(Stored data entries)
=====
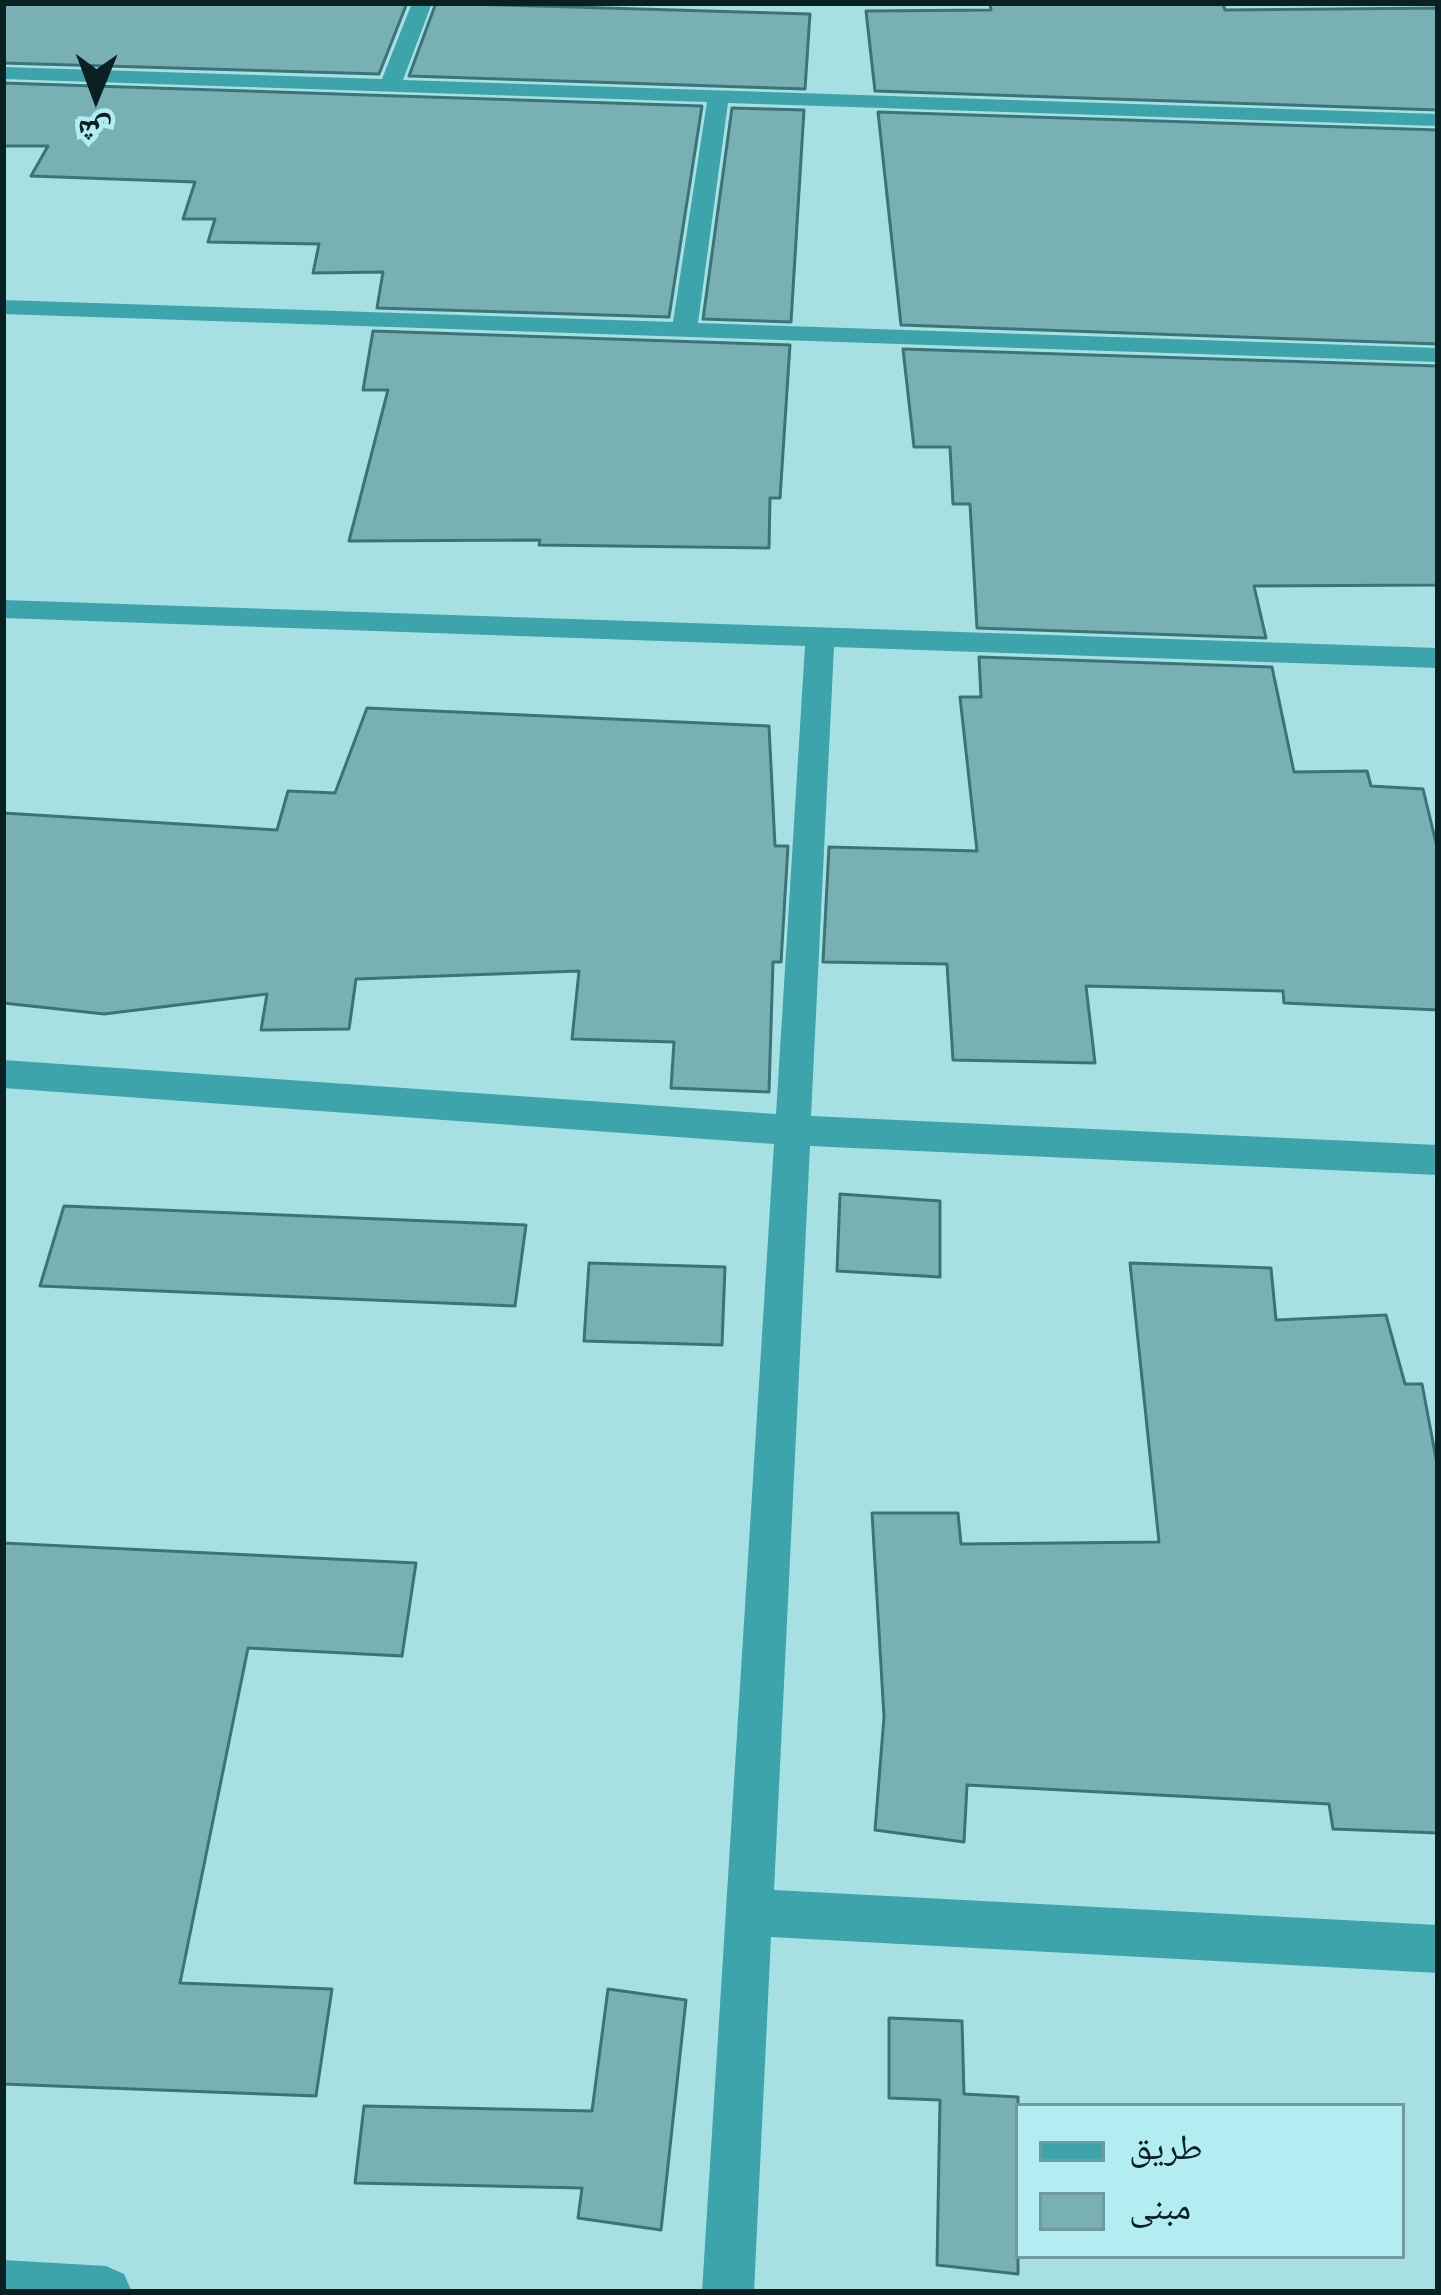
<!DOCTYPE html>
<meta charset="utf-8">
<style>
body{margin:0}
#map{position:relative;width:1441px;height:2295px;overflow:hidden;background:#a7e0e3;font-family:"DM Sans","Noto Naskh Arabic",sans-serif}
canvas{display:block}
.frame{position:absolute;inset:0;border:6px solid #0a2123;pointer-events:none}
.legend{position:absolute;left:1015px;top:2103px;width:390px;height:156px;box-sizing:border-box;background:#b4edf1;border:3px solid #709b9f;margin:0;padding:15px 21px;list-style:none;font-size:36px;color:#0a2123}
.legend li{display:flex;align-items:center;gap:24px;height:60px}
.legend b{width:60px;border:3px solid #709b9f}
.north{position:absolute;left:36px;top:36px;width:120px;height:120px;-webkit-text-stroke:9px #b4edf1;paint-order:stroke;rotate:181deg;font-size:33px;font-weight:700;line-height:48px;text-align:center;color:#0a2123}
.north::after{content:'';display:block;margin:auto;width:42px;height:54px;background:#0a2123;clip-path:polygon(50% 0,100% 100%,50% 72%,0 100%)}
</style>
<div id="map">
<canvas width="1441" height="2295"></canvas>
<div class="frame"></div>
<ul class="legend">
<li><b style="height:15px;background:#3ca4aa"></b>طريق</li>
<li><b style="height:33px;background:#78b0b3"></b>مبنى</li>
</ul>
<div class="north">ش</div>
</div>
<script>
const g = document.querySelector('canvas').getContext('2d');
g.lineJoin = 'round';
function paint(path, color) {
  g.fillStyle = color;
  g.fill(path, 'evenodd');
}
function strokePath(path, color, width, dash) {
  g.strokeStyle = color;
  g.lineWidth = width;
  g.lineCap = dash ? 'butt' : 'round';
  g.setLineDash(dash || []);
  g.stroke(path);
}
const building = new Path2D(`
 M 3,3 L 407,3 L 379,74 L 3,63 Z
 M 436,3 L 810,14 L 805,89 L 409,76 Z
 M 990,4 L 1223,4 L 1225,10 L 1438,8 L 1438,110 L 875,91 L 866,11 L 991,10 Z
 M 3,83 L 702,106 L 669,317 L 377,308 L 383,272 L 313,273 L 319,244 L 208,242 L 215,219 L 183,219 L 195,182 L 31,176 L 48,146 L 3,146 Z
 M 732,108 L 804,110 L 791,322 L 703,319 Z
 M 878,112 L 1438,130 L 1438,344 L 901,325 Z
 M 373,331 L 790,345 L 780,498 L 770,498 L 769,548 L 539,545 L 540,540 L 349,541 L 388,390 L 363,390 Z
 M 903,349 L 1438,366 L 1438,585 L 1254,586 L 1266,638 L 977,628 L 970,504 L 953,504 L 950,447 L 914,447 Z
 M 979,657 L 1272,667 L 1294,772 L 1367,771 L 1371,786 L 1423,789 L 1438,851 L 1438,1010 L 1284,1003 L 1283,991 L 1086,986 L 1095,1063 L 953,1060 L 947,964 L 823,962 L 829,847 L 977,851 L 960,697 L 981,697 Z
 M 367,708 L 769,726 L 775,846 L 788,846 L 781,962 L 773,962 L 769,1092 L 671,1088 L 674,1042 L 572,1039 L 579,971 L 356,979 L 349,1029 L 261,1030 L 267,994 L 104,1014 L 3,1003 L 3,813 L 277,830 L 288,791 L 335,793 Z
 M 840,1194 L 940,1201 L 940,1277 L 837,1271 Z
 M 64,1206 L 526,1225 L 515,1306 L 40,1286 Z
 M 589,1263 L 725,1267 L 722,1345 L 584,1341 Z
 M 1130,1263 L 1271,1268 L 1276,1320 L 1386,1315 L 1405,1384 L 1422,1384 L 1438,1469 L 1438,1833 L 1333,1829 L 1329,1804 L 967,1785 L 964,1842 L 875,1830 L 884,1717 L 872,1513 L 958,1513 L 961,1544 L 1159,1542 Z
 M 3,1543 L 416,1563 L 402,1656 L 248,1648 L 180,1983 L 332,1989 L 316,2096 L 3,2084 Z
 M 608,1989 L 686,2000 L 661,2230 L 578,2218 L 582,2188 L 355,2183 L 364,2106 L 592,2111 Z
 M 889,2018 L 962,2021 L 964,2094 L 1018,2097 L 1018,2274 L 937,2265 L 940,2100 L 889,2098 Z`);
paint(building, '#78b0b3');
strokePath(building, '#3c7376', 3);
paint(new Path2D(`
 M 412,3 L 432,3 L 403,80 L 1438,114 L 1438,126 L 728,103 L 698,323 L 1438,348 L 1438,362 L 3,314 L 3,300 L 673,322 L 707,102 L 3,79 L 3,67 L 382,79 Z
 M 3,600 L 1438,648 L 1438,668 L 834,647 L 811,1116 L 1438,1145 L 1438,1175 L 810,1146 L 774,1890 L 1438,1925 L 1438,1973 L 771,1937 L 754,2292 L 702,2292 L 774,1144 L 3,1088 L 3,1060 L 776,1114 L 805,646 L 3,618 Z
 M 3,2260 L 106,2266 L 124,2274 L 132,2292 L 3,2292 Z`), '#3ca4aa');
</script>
=====
#### [Try it]
Above are some lines. Repeat exactly, and only, those from the line that has "M 732,108 L 804,110 L 791,322 L 703,319 Z" through the line that has "M 1130,1263 L".

#### [Result below]
 M 732,108 L 804,110 L 791,322 L 703,319 Z
 M 878,112 L 1438,130 L 1438,344 L 901,325 Z
 M 373,331 L 790,345 L 780,498 L 770,498 L 769,548 L 539,545 L 540,540 L 349,541 L 388,390 L 363,390 Z
 M 903,349 L 1438,366 L 1438,585 L 1254,586 L 1266,638 L 977,628 L 970,504 L 953,504 L 950,447 L 914,447 Z
 M 979,657 L 1272,667 L 1294,772 L 1367,771 L 1371,786 L 1423,789 L 1438,851 L 1438,1010 L 1284,1003 L 1283,991 L 1086,986 L 1095,1063 L 953,1060 L 947,964 L 823,962 L 829,847 L 977,851 L 960,697 L 981,697 Z
 M 367,708 L 769,726 L 775,846 L 788,846 L 781,962 L 773,962 L 769,1092 L 671,1088 L 674,1042 L 572,1039 L 579,971 L 356,979 L 349,1029 L 261,1030 L 267,994 L 104,1014 L 3,1003 L 3,813 L 277,830 L 288,791 L 335,793 Z
 M 840,1194 L 940,1201 L 940,1277 L 837,1271 Z
 M 64,1206 L 526,1225 L 515,1306 L 40,1286 Z
 M 589,1263 L 725,1267 L 722,1345 L 584,1341 Z
 M 1130,1263 L 1271,1268 L 1276,1320 L 1386,1315 L 1405,1384 L 1422,1384 L 1438,1469 L 1438,1833 L 1333,1829 L 1329,1804 L 967,1785 L 964,1842 L 875,1830 L 884,1717 L 872,1513 L 958,1513 L 961,1544 L 1159,1542 Z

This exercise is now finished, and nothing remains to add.